:: What the task asks ::
If a line in the entries below includes the string "turn", copy it out.
* * *
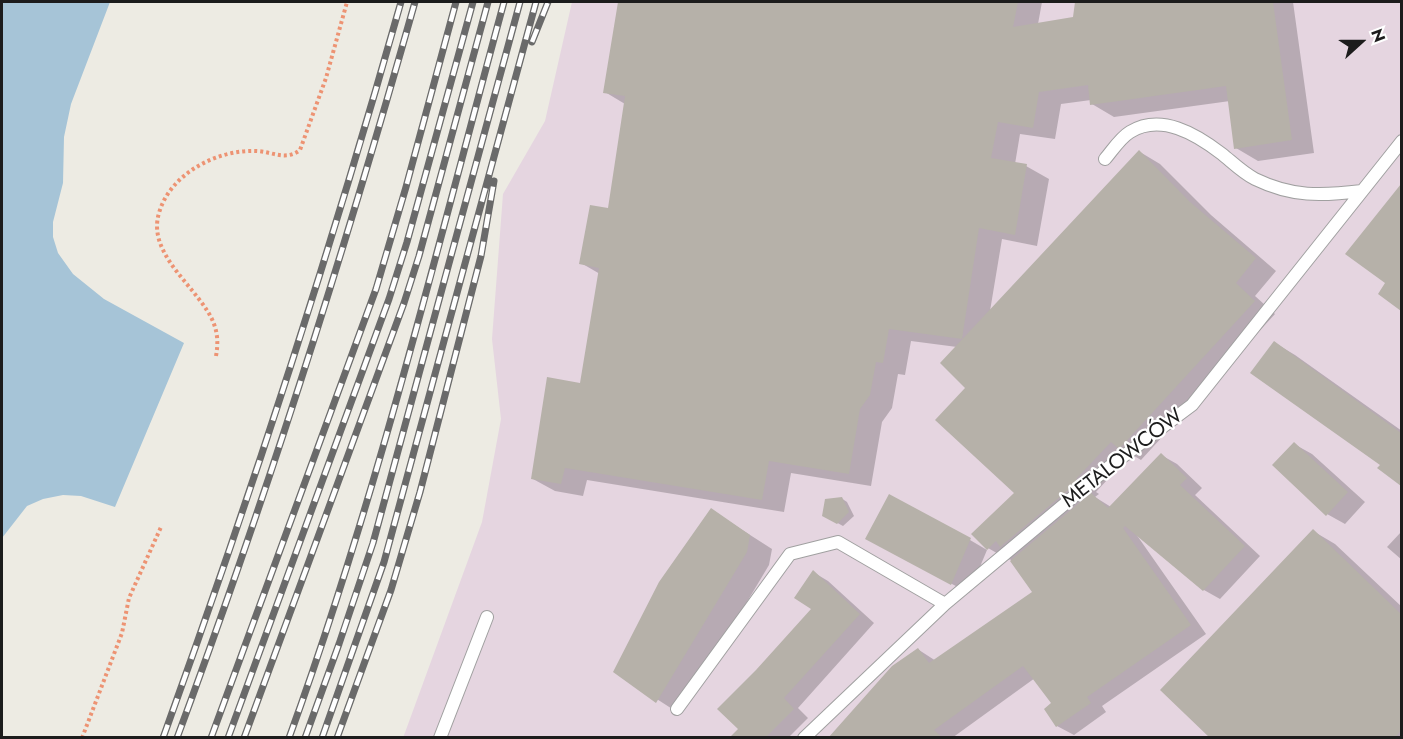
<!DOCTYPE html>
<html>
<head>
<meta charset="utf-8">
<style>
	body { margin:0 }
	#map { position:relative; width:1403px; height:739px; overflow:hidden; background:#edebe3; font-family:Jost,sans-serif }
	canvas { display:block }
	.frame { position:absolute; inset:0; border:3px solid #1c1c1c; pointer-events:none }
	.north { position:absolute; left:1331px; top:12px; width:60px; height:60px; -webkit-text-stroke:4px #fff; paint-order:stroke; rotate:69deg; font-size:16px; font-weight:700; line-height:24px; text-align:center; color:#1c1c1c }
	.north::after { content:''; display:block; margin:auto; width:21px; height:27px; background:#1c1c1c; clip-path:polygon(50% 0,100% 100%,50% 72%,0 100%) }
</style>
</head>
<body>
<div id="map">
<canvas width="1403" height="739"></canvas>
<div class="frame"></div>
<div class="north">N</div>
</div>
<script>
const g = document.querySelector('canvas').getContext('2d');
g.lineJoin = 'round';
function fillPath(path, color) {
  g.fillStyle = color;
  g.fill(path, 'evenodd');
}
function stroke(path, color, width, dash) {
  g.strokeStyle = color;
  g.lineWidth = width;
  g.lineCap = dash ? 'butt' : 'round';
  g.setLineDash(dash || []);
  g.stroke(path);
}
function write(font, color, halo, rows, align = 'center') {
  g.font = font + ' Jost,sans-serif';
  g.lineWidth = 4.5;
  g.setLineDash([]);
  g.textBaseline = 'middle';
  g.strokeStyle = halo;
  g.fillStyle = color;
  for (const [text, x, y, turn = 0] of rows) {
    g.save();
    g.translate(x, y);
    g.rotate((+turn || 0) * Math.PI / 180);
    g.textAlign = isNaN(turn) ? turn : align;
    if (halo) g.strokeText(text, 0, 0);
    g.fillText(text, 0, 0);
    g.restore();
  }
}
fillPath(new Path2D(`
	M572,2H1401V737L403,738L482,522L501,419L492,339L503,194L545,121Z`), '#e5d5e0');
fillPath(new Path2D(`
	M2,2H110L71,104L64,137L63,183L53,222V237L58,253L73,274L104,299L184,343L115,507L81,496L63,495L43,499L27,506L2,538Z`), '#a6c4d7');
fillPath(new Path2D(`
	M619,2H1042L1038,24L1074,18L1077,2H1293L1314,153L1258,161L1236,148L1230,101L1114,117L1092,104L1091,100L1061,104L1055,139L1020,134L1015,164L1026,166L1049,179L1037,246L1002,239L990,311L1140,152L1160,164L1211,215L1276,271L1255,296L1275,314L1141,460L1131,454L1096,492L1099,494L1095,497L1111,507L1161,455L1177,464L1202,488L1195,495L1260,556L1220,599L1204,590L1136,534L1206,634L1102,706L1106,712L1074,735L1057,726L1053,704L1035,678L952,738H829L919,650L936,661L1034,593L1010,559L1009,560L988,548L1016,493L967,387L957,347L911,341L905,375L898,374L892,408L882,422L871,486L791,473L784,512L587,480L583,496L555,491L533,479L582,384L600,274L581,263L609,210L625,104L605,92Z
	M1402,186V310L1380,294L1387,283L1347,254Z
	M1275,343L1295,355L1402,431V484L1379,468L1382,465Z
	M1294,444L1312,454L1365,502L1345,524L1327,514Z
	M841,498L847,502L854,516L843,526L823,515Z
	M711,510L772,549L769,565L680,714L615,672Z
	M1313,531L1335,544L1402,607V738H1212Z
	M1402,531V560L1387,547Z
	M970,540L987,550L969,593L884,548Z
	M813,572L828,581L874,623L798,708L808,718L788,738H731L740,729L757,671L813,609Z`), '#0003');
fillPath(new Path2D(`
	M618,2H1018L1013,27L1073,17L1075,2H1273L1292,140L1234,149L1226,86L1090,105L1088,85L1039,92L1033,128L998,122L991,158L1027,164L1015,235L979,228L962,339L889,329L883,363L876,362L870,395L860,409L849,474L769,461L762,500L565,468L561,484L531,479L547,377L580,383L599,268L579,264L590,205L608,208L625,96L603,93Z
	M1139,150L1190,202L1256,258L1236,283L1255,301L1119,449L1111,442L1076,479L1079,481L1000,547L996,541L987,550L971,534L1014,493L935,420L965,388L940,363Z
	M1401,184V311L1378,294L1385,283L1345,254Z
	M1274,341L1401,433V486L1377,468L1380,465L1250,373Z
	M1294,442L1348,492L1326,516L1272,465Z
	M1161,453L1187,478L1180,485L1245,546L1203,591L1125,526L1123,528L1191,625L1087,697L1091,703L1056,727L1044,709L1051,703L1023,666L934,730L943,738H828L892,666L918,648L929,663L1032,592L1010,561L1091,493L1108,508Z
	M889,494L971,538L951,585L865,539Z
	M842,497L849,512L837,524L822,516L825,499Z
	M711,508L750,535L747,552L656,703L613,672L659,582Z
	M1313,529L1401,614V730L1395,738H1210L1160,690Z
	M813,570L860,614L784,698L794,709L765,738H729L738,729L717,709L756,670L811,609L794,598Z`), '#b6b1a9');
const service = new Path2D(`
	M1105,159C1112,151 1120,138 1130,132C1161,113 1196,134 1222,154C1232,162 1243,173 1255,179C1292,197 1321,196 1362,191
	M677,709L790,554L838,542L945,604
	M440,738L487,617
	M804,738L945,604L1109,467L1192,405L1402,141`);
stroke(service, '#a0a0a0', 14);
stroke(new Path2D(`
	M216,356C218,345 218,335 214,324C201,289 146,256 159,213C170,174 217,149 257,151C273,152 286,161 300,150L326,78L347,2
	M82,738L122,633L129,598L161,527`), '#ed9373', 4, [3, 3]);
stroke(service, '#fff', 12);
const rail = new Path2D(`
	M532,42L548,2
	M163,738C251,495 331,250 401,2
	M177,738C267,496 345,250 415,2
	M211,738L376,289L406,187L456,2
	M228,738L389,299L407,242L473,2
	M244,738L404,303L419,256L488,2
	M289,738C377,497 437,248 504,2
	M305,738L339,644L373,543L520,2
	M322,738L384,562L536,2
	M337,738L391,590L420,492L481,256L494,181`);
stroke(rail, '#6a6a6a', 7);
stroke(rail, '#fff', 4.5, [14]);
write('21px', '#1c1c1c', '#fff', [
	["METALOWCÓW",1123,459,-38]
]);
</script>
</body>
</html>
* * *
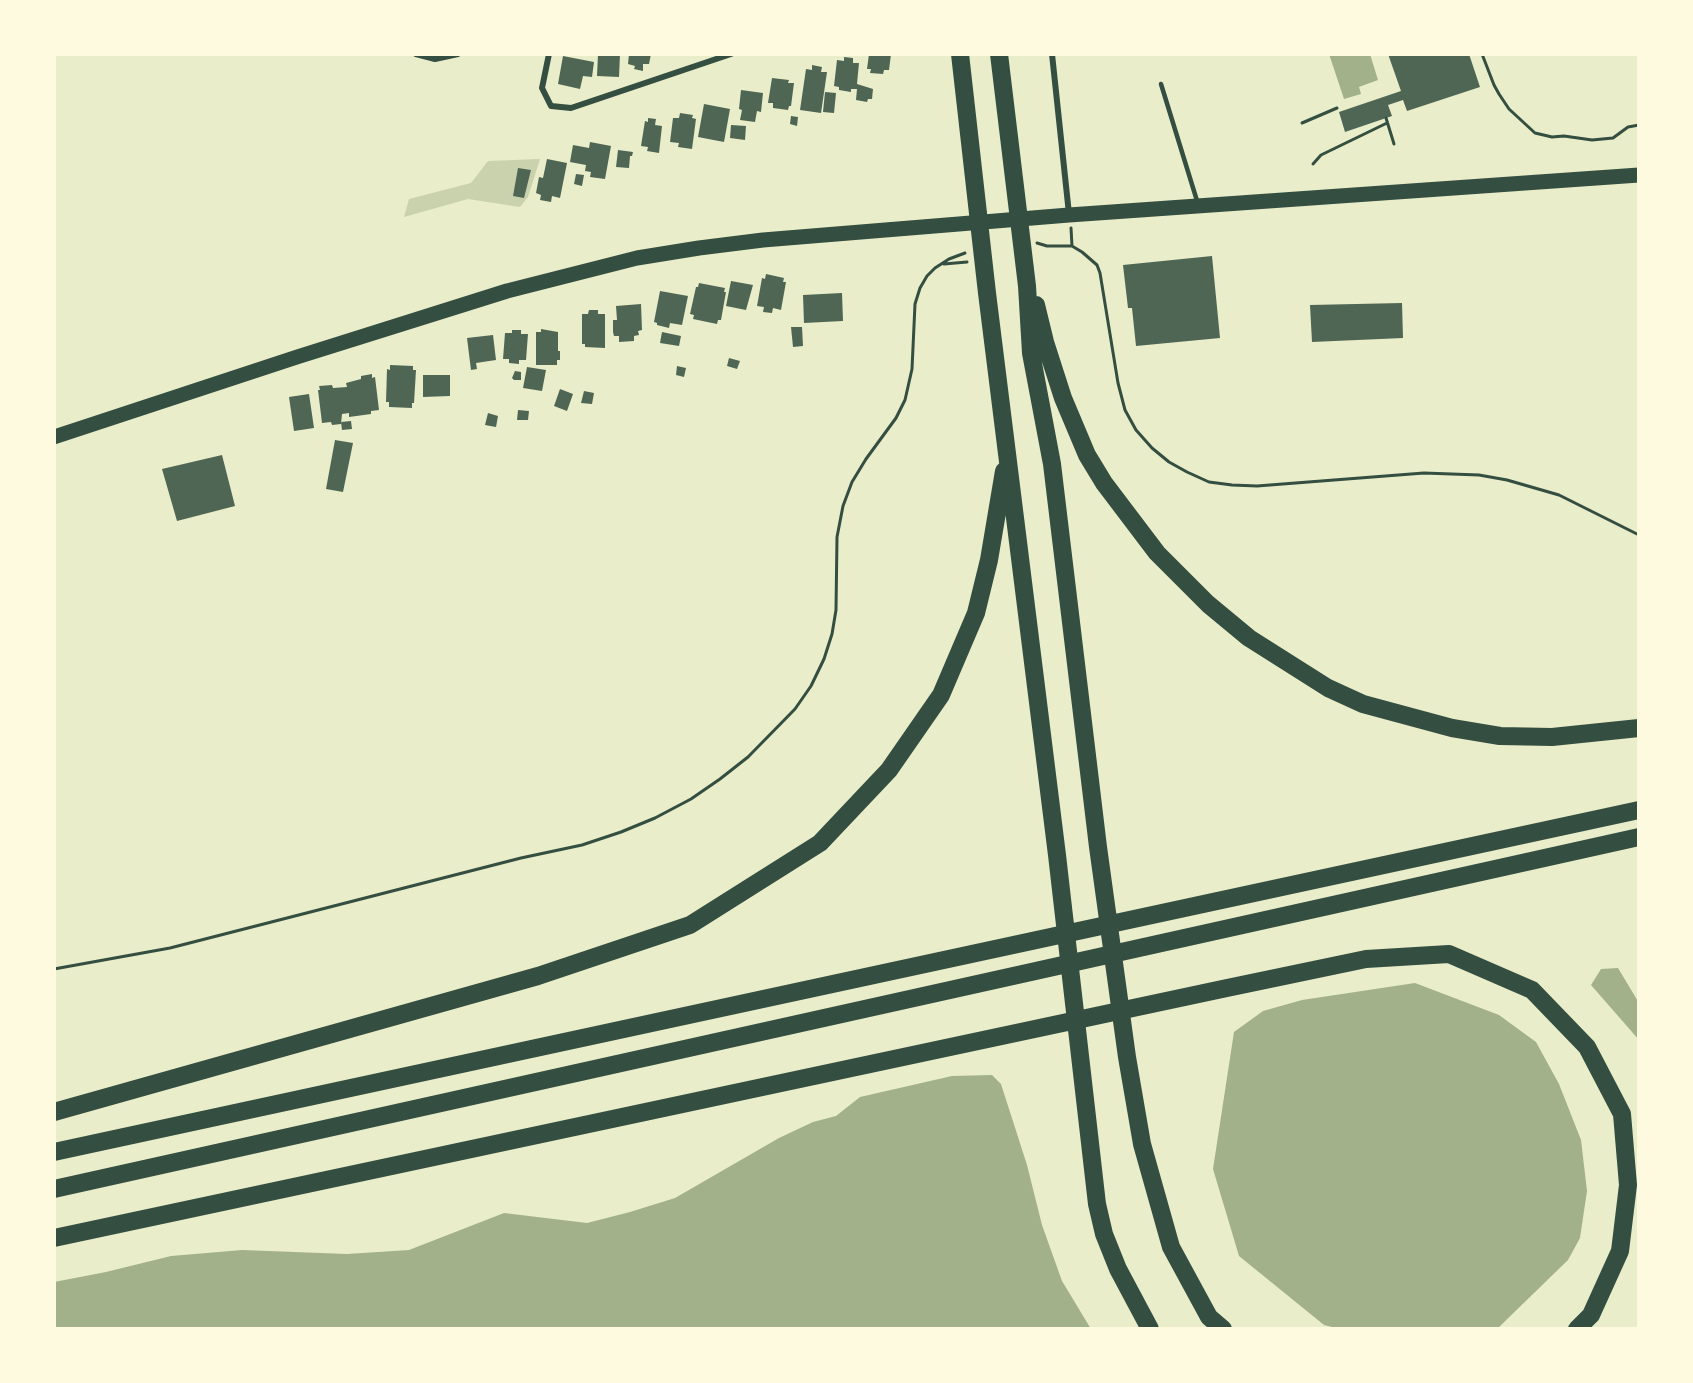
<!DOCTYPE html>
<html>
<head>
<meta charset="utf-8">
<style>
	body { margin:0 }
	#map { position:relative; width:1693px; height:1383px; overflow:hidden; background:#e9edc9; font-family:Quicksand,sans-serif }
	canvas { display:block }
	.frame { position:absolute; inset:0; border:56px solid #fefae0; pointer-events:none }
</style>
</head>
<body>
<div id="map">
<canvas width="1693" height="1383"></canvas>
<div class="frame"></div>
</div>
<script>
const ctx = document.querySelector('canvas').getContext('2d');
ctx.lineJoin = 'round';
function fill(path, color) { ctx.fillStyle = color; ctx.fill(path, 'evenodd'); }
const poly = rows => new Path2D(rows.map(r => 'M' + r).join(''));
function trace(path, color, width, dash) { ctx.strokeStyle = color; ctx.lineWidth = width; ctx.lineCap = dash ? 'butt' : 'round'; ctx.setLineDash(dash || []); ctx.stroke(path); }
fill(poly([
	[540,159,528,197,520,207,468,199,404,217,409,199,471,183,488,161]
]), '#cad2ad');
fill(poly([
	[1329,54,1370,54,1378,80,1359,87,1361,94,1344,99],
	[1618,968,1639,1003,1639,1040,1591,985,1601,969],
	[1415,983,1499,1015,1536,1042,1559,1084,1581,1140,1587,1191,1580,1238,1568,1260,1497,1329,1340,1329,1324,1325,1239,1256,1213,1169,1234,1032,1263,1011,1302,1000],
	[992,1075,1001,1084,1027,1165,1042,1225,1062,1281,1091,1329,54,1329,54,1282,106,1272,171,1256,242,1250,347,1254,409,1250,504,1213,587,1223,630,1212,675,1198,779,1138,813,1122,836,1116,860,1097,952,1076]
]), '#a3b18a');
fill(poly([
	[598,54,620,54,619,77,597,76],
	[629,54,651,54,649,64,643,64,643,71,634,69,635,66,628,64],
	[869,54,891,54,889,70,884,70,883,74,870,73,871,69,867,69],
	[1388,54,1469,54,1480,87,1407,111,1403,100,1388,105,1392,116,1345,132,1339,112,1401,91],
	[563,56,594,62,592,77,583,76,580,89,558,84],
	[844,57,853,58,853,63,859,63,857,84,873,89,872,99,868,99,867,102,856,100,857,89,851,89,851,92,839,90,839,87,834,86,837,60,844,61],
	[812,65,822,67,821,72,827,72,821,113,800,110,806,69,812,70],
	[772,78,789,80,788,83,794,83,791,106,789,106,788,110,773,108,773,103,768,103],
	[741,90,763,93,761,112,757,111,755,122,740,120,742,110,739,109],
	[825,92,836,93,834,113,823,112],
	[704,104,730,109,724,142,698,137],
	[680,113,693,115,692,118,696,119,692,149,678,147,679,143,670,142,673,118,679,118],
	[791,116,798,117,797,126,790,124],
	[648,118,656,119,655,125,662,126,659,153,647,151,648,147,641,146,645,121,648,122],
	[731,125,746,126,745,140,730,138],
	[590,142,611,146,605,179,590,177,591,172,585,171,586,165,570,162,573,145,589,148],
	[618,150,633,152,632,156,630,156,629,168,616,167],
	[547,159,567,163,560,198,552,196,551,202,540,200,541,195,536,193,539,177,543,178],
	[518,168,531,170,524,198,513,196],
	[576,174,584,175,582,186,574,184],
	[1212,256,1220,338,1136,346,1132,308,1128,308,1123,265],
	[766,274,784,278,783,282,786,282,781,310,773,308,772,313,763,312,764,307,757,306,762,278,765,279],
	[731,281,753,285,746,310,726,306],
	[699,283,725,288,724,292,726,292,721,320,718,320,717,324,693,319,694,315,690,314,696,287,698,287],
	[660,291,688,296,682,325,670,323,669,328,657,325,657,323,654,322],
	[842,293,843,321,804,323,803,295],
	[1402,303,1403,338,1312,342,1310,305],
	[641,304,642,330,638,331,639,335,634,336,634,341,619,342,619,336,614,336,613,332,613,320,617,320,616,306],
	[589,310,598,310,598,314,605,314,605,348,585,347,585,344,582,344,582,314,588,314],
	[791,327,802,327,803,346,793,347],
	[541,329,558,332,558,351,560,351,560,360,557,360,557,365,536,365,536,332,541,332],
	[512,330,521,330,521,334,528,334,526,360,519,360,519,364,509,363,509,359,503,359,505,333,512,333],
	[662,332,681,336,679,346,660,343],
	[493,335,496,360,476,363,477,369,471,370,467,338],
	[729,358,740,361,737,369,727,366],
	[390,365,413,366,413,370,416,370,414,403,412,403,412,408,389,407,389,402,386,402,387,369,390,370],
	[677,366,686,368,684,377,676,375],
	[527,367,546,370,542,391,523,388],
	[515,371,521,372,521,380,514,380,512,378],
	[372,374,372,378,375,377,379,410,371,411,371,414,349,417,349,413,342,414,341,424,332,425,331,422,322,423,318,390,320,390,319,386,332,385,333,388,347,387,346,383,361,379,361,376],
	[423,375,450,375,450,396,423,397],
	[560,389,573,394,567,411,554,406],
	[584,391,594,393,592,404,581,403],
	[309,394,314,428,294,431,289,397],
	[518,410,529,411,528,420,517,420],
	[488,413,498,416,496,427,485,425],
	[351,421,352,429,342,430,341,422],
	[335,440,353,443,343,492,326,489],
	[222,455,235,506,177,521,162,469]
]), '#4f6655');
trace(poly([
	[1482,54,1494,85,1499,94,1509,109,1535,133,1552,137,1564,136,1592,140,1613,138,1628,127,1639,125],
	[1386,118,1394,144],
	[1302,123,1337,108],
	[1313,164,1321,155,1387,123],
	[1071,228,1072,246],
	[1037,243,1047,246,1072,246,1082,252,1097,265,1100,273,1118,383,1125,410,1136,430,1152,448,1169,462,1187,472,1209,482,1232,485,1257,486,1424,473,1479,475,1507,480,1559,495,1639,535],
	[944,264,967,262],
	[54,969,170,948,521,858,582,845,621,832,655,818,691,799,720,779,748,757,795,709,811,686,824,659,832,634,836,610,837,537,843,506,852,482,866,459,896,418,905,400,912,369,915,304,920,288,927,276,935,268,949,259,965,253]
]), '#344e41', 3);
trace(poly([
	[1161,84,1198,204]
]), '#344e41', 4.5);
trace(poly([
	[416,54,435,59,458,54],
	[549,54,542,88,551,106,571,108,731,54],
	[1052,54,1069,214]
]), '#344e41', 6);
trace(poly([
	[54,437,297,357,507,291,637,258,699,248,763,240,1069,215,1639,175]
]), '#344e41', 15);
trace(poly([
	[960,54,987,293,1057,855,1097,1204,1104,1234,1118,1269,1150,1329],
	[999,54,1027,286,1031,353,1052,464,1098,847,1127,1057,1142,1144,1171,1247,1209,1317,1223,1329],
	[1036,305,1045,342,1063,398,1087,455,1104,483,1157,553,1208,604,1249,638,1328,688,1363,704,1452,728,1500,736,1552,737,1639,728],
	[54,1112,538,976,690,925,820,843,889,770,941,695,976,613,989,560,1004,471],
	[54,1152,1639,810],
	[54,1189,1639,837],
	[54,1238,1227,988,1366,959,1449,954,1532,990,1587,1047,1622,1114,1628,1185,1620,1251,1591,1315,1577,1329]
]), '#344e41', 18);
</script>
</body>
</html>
* * *
:: Solution to the problem ::
  for (const [text, x, y, turn = 0] of rows) {
    g.rotate((+turn || 0) * Math.PI / 180);
    g.textAlign = isNaN(turn) ? turn : align;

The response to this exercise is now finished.